Niu32

What is this?

Niu32 is a RISC 32-bit instruction set that aims to be as simple as possible to understand, well-documented, and easy to write for. A completed assembler is included, written in Python 3.

Before we start...

In Niu32, ops are listed in UPPERCASE, labels in lowercase, and numbers are prefixed by 0x for hexidecimal values, 0b for binary values, or listed without a prefix for decimal values.

Registers are prefixed with a $, and line comments are prefixed with a !.

Although not a valid register in our instruction set, we will refer to instruction arguments involving registers with the designations $arg1, $arg2, and $argD for source and destination registers, respectively. We will use the value 0xBEEF for numerical arguments.

If you use Notepad++, importing n32-notepad++-udl.xml as a User-Defined Language (Language -> Define your language... -> Import...) will add syntax highlighting to a Niu32 assembly program.

Instruction word format

An instruction word in Niu32 is 32 bits long. We will start counting from bit 31 (most-significant) to bit 0 (least-significant).

An instruction word can be divided into the following fields:

Primary opcode (OP1). 5 bits.
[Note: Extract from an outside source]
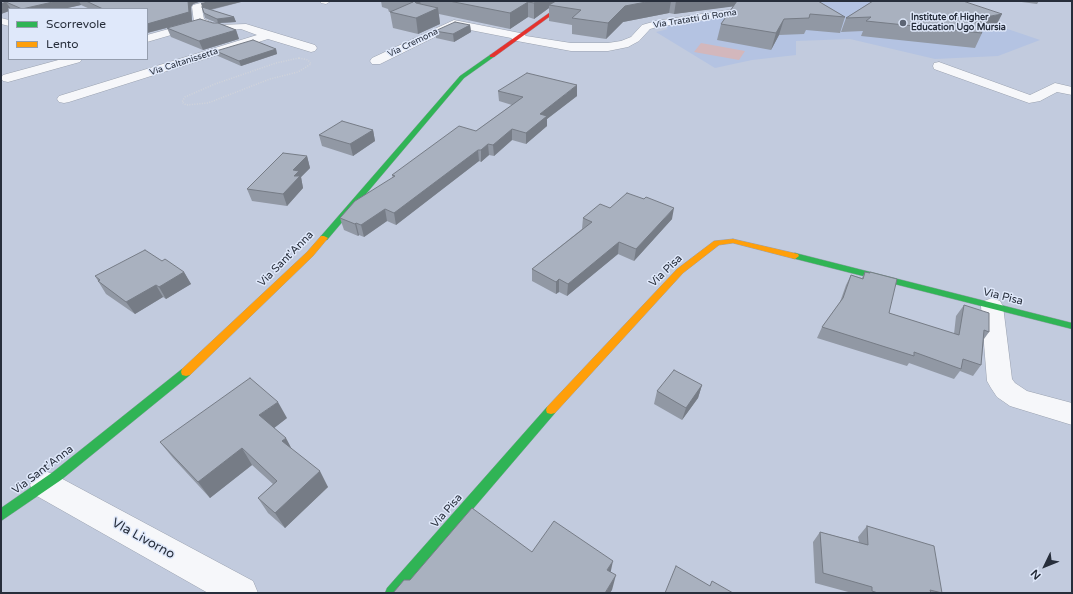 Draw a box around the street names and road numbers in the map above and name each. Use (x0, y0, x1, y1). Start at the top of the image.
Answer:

Signals the processor what instruction to perform, or alternatively signals the processor to check the secondary opcode to figure out what instruction to perform.
Source register arguments (ARG1, ARG2). 5 bits each. Specifies which registers to reference. The values stored in these registers will be used in evaluation of the instruction.
Destination register (ARGD). 5 bits. Specifies which register to store the result of the operation after it has completed.
Immediate value (IMM). 17 bits. A number used in some types of instructions instead of a secondary register argument. The value given in the instruction will be directly used in the evaluation of the instruction.
Secondary opcode (OP2). 5 bits. Signals the processor what instruction to perform. Primarily used in non-immediate ALU instructions, where the secondary opcode is used to specify the ALUop signal (see below).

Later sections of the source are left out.